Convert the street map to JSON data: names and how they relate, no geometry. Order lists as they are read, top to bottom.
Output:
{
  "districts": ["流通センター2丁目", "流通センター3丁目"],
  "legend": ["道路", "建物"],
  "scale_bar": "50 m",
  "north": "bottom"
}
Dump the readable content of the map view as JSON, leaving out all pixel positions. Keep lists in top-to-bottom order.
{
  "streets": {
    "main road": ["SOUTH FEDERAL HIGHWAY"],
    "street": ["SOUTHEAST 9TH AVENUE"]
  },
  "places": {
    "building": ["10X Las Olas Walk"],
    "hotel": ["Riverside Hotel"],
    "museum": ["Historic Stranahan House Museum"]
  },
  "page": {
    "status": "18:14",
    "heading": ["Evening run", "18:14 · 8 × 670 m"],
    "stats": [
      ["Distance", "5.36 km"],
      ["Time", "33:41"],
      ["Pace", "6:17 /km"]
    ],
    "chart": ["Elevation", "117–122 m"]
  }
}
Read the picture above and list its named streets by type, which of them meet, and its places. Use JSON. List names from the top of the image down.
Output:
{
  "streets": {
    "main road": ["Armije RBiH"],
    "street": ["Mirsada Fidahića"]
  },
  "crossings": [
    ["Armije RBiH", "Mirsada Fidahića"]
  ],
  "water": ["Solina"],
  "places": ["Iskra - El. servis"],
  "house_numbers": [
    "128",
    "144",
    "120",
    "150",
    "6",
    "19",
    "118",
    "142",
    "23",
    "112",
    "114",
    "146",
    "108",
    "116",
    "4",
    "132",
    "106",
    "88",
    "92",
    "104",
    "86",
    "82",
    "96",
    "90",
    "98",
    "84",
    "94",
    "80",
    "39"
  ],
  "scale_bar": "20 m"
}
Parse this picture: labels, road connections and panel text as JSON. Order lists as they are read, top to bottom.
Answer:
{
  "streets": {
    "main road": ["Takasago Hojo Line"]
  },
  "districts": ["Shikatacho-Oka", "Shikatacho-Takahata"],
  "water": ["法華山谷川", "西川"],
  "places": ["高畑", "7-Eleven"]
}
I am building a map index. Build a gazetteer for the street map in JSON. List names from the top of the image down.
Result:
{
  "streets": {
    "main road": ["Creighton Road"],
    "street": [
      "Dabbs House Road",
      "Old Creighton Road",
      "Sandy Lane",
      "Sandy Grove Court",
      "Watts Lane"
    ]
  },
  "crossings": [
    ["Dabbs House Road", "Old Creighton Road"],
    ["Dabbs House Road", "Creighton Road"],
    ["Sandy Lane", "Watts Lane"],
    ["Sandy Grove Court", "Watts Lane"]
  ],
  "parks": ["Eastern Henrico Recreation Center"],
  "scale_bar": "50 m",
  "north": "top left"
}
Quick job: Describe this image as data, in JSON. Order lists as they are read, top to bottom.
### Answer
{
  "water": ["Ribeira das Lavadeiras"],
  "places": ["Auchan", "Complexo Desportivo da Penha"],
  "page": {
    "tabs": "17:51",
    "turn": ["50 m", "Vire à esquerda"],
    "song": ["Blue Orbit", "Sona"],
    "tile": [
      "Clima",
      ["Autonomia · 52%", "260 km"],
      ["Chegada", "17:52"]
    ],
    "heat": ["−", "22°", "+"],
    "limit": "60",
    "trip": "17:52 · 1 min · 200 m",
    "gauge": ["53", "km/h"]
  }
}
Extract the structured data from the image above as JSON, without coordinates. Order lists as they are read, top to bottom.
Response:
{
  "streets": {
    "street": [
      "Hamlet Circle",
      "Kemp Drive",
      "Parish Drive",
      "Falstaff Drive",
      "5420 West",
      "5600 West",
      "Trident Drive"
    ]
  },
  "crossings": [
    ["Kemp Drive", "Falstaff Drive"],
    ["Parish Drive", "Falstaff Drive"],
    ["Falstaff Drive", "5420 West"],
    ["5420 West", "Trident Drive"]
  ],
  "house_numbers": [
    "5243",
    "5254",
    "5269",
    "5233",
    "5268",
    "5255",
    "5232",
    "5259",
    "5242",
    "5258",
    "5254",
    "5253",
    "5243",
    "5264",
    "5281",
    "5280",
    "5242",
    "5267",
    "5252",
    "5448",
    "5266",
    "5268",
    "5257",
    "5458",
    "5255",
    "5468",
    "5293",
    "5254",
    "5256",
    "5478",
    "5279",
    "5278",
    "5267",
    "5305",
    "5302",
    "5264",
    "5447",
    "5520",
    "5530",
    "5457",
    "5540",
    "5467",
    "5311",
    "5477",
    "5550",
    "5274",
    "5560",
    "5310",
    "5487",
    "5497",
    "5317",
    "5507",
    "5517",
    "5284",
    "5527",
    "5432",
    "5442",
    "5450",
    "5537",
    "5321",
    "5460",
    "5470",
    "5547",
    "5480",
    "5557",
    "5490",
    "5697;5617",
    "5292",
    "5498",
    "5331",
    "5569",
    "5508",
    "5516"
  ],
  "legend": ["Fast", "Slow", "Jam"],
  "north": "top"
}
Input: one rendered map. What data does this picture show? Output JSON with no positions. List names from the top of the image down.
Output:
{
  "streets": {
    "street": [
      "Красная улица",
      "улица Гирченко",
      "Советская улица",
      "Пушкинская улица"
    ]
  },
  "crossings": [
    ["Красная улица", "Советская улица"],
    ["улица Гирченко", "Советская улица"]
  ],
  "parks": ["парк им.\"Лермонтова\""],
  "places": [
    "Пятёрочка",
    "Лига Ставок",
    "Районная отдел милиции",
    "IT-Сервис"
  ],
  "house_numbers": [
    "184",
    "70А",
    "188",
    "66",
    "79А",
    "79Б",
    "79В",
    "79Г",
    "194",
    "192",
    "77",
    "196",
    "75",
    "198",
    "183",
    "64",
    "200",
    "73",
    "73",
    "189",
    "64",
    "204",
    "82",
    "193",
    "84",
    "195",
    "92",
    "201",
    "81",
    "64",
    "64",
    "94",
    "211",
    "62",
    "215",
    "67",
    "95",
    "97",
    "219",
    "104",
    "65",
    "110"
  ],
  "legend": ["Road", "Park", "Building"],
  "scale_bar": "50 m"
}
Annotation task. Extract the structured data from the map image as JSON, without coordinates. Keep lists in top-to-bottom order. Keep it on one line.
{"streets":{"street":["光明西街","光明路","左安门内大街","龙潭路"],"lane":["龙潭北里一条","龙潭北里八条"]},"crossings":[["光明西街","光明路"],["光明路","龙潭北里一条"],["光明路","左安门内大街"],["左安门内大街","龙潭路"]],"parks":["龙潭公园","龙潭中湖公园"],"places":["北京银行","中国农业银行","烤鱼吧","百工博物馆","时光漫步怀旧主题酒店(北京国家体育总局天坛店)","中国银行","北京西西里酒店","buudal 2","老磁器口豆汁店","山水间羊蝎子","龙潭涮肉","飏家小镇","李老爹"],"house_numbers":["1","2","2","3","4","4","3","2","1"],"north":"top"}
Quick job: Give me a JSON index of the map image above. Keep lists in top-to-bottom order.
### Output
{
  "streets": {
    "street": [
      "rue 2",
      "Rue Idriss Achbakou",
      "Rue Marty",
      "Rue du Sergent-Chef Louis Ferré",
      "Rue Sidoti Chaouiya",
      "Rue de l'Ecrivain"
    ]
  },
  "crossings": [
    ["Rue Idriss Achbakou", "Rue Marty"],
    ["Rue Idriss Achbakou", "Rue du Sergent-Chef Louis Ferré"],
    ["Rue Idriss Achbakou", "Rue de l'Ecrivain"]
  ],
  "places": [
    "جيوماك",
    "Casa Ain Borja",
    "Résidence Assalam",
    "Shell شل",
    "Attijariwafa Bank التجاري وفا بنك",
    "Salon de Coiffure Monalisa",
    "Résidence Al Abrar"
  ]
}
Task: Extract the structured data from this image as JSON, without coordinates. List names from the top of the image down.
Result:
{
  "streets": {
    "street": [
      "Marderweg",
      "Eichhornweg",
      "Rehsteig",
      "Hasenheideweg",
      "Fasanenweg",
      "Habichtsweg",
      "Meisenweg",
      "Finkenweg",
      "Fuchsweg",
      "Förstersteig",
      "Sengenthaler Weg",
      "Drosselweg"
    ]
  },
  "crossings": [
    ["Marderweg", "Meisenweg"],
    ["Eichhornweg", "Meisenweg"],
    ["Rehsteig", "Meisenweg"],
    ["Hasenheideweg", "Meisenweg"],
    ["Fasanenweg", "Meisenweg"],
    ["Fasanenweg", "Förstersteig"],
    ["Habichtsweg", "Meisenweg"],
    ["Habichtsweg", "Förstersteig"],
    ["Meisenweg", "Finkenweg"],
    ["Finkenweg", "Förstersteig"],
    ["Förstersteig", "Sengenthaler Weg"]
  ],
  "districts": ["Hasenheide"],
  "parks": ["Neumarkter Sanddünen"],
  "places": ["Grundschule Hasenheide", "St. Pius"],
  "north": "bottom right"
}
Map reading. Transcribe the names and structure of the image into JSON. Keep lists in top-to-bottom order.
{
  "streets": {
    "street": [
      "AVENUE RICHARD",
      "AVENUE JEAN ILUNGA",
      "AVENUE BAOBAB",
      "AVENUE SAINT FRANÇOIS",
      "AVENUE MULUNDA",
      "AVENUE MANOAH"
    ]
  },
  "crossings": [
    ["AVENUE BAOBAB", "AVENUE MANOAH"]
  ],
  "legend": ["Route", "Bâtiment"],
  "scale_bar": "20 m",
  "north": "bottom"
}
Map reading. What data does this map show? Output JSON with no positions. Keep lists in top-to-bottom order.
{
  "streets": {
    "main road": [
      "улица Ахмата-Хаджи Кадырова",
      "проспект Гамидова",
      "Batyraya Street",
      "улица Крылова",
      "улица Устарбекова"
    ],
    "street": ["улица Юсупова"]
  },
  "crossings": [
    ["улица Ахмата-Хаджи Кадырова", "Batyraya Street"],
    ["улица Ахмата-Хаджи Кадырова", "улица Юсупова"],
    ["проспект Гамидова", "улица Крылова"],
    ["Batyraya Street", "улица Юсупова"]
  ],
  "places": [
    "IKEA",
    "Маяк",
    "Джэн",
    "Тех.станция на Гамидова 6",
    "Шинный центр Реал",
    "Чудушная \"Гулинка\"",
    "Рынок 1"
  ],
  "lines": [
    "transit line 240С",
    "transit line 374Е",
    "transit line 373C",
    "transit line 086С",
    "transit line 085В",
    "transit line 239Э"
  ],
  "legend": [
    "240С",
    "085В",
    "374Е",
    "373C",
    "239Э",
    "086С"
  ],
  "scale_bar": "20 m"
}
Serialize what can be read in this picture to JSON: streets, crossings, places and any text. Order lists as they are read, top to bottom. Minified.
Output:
════════════════════
= WHAT TO WORK ON =
Among the records above, a stretch begins at the line containing "I am building" and ends at the line containing "Extract the structured data from the image". Restate that stretch word for word, and nothing else.

= SOLUTION FOR THIS EXERCISE =
I am building a map index. Build a gazetteer for the street map in JSON. List names from the top of the image down.
Result:
{
  "streets": {
    "main road": ["Creighton Road"],
    "street": [
      "Dabbs House Road",
      "Old Creighton Road",
      "Sandy Lane",
      "Sandy Grove Court",
      "Watts Lane"
    ]
  },
  "crossings": [
    ["Dabbs House Road", "Old Creighton Road"],
    ["Dabbs House Road", "Creighton Road"],
    ["Sandy Lane", "Watts Lane"],
    ["Sandy Grove Court", "Watts Lane"]
  ],
  "parks": ["Eastern Henrico Recreation Center"],
  "scale_bar": "50 m",
  "north": "top left"
}
Quick job: Describe this image as data, in JSON. Order lists as they are read, top to bottom.
### Answer
{
  "water": ["Ribeira das Lavadeiras"],
  "places": ["Auchan", "Complexo Desportivo da Penha"],
  "page": {
    "tabs": "17:51",
    "turn": ["50 m", "Vire à esquerda"],
    "song": ["Blue Orbit", "Sona"],
    "tile": [
      "Clima",
      ["Autonomia · 52%", "260 km"],
      ["Chegada", "17:52"]
    ],
    "heat": ["−", "22°", "+"],
    "limit": "60",
    "trip": "17:52 · 1 min · 200 m",
    "gauge": ["53", "km/h"]
  }
}
Extract the structured data from the image above as JSON, without coordinates. Order lists as they are read, top to bottom.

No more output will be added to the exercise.